**Task:**
Return only those lines of the material that contain "lane".

**Records:**
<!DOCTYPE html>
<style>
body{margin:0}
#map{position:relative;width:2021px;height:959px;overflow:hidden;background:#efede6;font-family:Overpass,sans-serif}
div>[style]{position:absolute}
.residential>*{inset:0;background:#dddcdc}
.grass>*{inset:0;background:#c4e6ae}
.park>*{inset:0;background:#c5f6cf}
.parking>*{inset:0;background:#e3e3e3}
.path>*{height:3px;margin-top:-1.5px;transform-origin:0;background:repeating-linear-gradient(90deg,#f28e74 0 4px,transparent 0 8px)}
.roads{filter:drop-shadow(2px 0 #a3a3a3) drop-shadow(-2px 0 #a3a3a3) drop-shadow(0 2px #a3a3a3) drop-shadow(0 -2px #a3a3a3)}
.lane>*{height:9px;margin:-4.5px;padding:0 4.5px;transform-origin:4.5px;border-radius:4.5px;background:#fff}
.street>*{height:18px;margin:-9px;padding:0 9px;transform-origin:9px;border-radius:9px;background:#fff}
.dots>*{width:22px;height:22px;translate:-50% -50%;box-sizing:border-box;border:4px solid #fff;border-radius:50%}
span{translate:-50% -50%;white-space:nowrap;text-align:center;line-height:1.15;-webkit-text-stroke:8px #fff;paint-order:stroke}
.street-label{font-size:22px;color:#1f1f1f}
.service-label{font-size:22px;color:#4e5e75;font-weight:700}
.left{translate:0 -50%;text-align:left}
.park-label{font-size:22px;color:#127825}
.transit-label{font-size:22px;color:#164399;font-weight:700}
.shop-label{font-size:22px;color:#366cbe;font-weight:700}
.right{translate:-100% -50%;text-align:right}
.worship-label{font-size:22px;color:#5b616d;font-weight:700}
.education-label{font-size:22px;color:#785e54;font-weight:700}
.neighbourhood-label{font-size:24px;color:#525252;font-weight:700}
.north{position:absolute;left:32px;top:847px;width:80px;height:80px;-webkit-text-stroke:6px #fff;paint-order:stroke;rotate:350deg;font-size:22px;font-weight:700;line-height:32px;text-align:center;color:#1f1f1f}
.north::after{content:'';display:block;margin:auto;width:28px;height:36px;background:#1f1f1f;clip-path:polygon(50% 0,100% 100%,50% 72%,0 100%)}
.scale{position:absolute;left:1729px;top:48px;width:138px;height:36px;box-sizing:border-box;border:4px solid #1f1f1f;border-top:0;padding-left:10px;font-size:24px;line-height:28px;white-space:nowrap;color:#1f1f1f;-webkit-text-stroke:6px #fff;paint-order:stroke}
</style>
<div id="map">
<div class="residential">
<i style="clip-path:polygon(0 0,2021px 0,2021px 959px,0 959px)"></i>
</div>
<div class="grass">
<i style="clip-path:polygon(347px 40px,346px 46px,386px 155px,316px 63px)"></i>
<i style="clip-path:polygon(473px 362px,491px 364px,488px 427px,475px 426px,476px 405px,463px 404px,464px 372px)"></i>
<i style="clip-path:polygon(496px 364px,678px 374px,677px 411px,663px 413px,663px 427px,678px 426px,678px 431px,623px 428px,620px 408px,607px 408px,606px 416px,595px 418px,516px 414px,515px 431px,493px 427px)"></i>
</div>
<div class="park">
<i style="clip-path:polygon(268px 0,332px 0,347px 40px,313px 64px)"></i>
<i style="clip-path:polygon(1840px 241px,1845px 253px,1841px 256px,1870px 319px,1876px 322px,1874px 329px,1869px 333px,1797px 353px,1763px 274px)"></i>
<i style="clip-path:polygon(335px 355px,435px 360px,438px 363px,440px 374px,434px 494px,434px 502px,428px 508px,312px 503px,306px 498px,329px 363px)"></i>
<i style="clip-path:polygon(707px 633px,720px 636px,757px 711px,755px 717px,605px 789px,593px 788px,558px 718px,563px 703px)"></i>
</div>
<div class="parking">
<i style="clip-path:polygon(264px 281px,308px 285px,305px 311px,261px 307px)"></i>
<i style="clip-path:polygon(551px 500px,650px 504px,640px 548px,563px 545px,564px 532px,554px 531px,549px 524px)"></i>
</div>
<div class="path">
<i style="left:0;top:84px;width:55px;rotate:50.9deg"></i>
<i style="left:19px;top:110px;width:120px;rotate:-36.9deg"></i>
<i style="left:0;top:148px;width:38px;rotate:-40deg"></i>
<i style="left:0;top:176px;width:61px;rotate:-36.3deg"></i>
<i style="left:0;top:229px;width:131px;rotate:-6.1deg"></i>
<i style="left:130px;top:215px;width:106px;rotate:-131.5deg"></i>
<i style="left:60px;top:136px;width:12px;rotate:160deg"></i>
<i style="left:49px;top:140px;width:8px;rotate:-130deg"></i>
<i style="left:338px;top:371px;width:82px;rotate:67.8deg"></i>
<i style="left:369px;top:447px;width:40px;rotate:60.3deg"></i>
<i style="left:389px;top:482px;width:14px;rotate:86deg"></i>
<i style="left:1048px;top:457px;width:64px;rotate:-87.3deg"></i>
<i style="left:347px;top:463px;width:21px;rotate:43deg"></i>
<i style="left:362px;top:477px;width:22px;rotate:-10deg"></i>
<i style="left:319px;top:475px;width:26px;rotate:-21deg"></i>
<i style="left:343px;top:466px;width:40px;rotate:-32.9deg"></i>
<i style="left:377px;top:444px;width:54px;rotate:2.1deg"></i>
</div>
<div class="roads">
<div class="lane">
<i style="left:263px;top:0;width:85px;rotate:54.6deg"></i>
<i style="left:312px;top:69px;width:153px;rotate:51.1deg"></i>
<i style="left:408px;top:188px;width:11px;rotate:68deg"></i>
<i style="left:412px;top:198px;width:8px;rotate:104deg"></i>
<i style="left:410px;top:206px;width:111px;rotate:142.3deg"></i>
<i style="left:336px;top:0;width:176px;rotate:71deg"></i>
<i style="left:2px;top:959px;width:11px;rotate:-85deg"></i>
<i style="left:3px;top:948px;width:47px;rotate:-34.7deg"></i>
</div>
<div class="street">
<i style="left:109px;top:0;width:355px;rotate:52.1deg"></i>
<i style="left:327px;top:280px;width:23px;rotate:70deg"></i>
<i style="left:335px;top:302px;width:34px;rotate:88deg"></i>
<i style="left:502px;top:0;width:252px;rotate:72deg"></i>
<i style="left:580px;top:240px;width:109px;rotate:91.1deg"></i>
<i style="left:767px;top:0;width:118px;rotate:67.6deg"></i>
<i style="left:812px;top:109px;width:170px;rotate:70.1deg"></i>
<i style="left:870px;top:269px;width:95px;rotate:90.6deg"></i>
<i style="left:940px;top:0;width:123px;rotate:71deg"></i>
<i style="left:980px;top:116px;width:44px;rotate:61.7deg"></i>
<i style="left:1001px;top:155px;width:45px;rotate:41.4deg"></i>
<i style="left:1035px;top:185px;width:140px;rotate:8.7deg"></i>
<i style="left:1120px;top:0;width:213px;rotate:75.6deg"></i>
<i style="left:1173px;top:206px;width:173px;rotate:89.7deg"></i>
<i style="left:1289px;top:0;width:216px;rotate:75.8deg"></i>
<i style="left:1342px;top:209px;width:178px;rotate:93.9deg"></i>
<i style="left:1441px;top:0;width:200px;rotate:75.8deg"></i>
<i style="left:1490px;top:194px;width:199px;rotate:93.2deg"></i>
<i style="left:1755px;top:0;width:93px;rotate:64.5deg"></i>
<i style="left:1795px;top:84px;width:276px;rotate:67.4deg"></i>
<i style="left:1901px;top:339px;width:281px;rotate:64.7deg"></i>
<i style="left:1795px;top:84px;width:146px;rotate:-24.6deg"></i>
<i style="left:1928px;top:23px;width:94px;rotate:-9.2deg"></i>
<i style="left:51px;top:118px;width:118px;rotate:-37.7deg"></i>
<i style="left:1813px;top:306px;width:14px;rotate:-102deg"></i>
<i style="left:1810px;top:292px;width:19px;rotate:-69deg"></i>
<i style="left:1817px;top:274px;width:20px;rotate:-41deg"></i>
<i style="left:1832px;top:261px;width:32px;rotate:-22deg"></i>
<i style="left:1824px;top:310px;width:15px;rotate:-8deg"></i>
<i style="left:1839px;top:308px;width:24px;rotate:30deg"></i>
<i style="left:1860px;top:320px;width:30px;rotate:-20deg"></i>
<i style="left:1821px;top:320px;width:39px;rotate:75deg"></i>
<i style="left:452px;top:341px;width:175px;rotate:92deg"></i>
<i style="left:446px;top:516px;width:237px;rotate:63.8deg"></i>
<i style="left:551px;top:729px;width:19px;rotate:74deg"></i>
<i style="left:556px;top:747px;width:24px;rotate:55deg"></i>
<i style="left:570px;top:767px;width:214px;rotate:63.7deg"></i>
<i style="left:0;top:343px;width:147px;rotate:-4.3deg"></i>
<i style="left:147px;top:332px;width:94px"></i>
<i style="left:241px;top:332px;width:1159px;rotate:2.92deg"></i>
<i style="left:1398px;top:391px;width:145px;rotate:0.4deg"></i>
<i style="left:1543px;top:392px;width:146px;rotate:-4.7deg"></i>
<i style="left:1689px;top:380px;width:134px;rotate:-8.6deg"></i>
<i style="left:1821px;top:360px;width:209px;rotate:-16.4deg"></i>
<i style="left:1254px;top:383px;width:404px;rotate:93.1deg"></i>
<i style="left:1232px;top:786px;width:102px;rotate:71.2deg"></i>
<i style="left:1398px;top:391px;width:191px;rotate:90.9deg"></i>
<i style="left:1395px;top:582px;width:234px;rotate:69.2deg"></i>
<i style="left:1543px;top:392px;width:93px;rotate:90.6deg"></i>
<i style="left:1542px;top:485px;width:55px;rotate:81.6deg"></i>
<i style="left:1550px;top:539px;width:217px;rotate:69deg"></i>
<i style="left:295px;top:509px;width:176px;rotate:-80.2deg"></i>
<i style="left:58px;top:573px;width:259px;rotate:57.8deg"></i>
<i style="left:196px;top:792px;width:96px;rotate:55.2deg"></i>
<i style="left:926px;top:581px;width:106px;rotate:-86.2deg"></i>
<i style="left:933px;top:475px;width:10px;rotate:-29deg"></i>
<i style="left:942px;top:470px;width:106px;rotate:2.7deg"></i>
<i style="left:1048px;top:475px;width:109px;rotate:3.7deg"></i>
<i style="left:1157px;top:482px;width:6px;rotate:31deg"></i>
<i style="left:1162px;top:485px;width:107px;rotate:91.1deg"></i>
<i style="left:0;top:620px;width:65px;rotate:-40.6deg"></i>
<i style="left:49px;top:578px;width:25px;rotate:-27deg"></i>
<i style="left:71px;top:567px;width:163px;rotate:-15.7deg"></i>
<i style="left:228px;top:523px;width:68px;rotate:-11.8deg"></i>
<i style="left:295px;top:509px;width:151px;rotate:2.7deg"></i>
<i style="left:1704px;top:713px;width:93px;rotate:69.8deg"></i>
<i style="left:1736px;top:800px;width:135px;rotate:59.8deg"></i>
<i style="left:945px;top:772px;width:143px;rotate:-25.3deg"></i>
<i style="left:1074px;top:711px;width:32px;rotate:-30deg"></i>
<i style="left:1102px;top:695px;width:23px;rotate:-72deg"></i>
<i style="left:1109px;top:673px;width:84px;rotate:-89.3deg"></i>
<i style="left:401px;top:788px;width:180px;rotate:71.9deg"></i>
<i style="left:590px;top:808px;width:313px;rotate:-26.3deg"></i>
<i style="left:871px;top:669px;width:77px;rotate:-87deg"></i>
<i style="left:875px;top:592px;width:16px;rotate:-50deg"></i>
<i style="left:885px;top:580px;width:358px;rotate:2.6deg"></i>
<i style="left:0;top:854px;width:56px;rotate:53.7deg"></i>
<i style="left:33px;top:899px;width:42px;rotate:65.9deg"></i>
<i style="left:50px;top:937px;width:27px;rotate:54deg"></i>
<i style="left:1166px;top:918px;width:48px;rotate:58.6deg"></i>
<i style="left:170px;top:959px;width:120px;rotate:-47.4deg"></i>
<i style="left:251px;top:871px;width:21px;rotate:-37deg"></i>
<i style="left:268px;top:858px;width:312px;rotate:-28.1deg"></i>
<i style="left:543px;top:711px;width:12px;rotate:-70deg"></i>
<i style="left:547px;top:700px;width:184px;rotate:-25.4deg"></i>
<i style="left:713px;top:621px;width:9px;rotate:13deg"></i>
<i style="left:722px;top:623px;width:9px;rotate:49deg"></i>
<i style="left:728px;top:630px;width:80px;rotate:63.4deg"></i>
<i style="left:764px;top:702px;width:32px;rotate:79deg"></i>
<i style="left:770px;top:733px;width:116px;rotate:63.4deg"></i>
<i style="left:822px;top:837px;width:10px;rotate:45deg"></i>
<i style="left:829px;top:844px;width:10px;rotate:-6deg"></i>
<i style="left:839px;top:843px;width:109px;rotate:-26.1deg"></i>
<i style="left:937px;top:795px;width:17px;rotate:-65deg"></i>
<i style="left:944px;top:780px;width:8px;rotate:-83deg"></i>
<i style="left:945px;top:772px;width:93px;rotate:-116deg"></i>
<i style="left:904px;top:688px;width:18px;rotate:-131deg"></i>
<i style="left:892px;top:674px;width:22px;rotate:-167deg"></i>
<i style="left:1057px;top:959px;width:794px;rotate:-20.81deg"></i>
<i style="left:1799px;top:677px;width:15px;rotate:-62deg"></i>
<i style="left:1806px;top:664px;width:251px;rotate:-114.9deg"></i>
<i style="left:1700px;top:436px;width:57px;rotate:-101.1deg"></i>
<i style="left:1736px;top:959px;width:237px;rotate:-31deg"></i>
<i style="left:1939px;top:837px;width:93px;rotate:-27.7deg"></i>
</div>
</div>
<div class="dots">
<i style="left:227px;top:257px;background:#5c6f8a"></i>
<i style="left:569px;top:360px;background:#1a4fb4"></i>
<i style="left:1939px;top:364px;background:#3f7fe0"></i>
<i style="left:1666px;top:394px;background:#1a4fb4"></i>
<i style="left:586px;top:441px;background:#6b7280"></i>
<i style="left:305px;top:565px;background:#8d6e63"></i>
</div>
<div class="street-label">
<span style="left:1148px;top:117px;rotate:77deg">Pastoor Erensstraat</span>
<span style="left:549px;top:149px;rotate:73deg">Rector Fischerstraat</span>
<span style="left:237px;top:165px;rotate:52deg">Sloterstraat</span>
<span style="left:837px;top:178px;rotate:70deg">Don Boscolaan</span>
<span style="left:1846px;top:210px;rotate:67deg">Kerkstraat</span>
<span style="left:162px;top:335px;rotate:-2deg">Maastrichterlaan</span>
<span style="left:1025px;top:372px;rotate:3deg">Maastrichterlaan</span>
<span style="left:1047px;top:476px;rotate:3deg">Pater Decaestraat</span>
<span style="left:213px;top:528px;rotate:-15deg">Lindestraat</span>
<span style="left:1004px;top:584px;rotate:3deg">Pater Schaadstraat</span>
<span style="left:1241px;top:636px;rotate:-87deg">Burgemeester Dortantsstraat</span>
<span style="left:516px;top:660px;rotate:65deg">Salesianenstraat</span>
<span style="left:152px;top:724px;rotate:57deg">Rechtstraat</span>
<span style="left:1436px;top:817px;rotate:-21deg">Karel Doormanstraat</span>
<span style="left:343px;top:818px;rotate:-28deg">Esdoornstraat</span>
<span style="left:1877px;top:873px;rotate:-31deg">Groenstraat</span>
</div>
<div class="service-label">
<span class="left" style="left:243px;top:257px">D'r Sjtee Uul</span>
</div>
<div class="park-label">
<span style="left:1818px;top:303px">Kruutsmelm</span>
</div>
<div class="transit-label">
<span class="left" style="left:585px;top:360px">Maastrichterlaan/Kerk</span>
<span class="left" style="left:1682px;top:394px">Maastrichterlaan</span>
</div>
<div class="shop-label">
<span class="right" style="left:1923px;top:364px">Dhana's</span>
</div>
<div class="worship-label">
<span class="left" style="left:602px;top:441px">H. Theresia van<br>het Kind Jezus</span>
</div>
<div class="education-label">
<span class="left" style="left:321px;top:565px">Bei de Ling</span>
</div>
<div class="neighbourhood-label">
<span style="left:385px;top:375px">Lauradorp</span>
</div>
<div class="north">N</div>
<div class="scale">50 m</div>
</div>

**Solved exercise:**
.lane>*{height:9px;margin:-4.5px;padding:0 4.5px;transform-origin:4.5px;border-radius:4.5px;background:#fff}
<div class="lane">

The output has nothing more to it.